What to produce:
The word "worn" may appear in lines of the data below. Say how many lines hold it, giving only the number.

The data:

________________

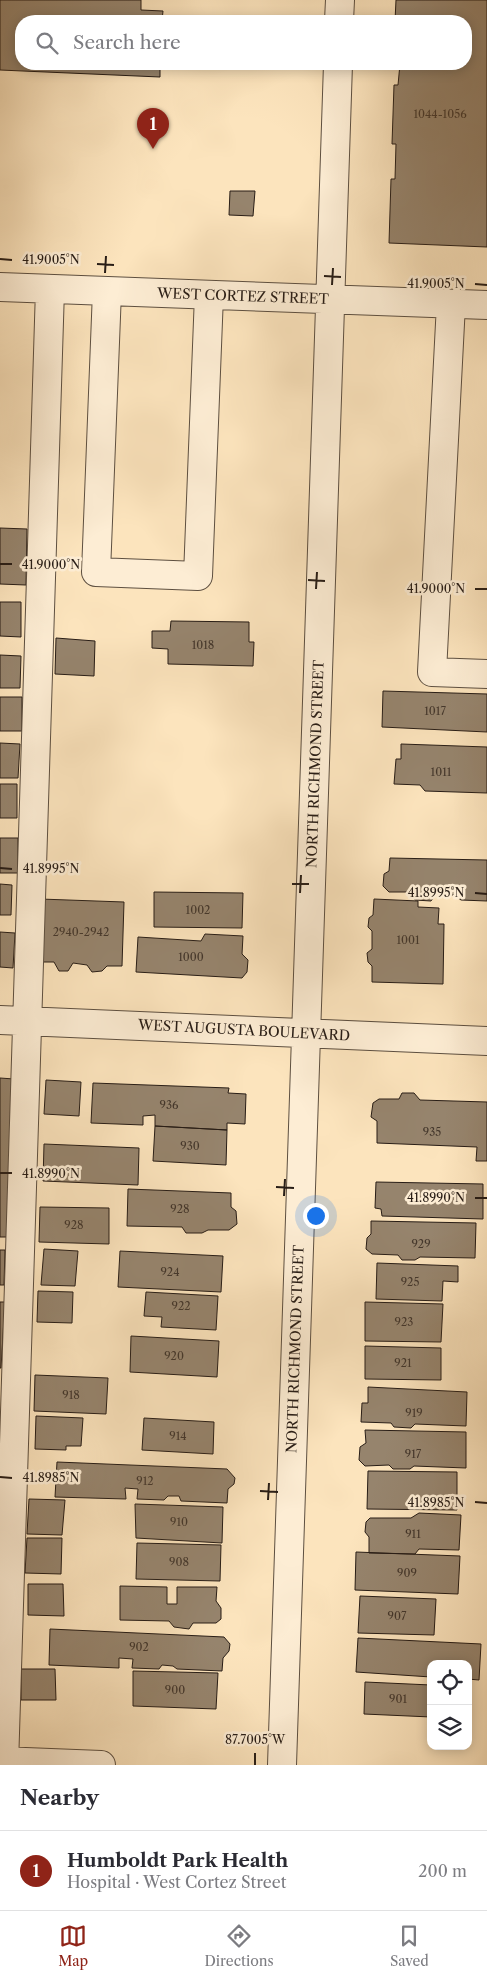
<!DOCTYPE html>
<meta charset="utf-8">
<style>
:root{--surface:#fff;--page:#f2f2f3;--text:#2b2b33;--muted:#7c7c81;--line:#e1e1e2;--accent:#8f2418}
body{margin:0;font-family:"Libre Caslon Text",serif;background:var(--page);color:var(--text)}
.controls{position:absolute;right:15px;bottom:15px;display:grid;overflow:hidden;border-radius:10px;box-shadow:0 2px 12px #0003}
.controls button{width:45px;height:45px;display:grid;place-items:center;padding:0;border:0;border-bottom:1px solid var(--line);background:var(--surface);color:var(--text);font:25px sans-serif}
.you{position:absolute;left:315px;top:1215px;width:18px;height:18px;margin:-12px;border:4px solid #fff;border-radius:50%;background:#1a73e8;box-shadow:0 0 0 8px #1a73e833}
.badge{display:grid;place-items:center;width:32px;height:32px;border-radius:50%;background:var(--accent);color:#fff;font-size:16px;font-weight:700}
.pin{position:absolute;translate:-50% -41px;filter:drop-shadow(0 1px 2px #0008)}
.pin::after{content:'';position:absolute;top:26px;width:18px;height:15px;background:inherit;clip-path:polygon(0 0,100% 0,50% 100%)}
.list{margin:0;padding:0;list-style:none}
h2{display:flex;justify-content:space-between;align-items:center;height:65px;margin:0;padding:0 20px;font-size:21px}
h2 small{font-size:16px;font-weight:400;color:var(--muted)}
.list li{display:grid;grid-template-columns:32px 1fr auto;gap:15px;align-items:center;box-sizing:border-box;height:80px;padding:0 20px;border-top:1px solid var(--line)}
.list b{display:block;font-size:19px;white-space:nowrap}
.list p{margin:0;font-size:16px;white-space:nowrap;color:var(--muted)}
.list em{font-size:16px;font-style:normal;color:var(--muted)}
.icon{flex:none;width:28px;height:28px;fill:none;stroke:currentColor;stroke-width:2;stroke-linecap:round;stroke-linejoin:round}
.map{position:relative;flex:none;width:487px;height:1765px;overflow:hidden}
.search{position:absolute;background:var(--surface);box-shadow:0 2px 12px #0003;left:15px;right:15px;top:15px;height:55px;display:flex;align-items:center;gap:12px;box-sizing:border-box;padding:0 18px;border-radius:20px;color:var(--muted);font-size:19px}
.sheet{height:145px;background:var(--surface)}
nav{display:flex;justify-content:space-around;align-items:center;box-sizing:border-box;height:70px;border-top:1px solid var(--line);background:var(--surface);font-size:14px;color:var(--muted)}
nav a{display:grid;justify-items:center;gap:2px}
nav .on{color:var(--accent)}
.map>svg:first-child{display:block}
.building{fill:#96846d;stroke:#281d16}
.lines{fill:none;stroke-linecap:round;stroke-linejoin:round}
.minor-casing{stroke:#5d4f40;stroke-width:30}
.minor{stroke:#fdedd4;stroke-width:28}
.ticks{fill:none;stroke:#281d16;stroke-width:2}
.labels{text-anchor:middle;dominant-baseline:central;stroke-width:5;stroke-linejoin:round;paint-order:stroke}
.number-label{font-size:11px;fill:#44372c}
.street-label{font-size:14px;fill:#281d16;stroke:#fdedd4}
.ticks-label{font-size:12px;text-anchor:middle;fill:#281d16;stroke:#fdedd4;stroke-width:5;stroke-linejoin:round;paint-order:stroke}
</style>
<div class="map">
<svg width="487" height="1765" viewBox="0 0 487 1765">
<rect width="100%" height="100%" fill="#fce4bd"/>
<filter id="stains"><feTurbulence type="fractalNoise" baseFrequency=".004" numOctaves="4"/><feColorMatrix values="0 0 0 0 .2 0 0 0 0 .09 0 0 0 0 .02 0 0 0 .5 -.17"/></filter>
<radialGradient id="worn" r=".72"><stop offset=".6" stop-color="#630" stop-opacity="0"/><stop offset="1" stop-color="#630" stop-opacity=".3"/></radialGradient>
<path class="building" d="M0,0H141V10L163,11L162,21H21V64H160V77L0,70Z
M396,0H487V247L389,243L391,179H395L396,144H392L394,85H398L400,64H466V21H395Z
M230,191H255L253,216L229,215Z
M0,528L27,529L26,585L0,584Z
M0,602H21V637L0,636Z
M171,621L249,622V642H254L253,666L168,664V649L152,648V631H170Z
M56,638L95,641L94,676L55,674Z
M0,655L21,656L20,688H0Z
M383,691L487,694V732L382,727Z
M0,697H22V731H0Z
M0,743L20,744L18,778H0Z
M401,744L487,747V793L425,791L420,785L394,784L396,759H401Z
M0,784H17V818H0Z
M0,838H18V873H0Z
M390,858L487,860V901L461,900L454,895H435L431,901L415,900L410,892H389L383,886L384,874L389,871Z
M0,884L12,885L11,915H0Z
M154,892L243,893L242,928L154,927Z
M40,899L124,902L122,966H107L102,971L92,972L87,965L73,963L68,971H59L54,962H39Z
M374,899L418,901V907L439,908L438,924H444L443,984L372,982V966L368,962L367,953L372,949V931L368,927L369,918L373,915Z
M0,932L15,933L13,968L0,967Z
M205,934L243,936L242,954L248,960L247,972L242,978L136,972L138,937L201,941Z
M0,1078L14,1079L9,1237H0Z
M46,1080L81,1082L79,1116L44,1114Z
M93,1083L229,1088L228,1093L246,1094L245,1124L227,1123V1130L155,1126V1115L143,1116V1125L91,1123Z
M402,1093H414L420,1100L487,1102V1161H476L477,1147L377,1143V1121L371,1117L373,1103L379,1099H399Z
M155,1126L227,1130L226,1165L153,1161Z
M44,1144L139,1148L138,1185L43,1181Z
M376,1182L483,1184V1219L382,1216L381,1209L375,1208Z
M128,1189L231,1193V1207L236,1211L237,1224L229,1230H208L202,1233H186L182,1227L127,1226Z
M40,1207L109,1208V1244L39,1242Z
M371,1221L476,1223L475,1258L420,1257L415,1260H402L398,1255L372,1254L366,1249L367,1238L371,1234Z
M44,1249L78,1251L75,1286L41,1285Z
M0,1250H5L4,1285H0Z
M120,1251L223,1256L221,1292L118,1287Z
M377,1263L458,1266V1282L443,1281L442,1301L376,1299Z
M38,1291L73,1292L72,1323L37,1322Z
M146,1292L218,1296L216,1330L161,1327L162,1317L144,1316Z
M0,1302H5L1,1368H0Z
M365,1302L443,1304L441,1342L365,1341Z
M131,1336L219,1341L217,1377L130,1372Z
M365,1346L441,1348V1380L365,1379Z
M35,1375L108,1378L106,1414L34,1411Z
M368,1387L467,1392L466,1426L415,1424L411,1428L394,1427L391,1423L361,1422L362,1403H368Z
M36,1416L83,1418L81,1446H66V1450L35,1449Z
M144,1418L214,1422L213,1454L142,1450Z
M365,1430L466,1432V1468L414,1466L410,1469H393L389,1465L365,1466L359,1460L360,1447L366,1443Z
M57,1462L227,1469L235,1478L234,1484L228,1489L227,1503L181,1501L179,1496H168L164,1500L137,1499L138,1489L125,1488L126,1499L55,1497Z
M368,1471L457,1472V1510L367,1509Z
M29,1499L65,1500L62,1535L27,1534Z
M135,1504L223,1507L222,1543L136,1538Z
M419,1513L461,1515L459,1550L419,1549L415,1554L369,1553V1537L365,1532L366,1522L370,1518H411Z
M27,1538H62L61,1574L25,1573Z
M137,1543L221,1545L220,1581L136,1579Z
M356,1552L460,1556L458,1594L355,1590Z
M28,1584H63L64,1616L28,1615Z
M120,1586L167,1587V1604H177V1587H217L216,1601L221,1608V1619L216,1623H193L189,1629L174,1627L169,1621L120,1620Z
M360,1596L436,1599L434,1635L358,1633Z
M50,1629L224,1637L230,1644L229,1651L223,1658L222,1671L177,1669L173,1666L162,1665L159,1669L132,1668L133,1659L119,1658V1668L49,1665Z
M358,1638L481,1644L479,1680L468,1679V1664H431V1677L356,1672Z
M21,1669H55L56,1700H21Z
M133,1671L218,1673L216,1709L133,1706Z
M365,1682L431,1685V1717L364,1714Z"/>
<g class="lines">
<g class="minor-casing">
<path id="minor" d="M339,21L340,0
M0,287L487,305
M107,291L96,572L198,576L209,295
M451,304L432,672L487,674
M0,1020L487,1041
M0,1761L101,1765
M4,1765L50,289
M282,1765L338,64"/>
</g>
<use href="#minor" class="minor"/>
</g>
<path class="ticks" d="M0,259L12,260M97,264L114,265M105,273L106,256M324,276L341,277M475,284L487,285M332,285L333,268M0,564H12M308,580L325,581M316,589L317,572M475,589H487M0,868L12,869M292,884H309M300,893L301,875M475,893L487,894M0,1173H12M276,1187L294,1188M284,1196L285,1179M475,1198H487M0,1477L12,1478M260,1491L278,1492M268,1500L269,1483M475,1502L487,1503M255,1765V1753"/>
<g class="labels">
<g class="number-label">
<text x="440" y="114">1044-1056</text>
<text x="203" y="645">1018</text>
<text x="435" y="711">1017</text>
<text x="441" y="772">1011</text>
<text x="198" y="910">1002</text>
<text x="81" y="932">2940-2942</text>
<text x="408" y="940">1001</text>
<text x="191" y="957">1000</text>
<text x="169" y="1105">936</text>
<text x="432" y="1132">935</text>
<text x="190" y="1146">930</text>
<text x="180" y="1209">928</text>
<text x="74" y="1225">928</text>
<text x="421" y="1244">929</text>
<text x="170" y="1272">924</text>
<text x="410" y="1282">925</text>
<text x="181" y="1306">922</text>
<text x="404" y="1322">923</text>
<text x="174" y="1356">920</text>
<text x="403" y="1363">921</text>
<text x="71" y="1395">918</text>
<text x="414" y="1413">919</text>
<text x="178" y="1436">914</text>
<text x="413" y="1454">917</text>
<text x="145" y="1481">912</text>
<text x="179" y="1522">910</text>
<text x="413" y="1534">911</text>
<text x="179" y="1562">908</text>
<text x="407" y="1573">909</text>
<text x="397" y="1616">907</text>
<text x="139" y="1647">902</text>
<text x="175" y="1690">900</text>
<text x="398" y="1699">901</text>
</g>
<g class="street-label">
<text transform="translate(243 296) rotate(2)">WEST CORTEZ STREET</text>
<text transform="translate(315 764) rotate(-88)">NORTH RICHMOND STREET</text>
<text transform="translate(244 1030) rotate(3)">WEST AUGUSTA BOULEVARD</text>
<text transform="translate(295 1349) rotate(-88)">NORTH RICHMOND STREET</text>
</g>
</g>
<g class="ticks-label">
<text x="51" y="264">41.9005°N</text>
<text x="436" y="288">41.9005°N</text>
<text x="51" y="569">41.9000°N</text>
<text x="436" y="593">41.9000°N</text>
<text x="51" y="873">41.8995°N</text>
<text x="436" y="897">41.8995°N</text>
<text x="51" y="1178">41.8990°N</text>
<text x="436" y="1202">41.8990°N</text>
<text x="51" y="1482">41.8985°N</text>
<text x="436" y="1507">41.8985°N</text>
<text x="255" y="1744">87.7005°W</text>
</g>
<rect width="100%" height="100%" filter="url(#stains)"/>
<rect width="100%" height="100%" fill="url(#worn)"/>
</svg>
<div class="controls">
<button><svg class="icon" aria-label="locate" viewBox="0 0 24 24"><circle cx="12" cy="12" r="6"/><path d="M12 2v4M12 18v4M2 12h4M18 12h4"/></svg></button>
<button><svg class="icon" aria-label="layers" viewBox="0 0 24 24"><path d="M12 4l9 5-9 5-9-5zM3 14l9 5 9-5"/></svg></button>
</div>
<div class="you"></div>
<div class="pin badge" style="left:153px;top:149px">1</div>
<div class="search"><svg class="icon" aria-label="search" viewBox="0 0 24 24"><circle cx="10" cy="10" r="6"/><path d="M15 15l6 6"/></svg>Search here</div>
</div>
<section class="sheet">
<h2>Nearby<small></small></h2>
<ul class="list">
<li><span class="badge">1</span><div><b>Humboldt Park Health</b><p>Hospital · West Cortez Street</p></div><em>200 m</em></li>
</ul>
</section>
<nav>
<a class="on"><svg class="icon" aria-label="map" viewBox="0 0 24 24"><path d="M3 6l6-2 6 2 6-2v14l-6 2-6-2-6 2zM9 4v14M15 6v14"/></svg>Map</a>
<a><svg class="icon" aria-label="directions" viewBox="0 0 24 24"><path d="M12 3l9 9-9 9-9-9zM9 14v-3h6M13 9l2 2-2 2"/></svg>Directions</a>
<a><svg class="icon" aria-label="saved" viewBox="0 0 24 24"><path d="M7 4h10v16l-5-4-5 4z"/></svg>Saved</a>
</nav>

________________

Response to this exercise:
2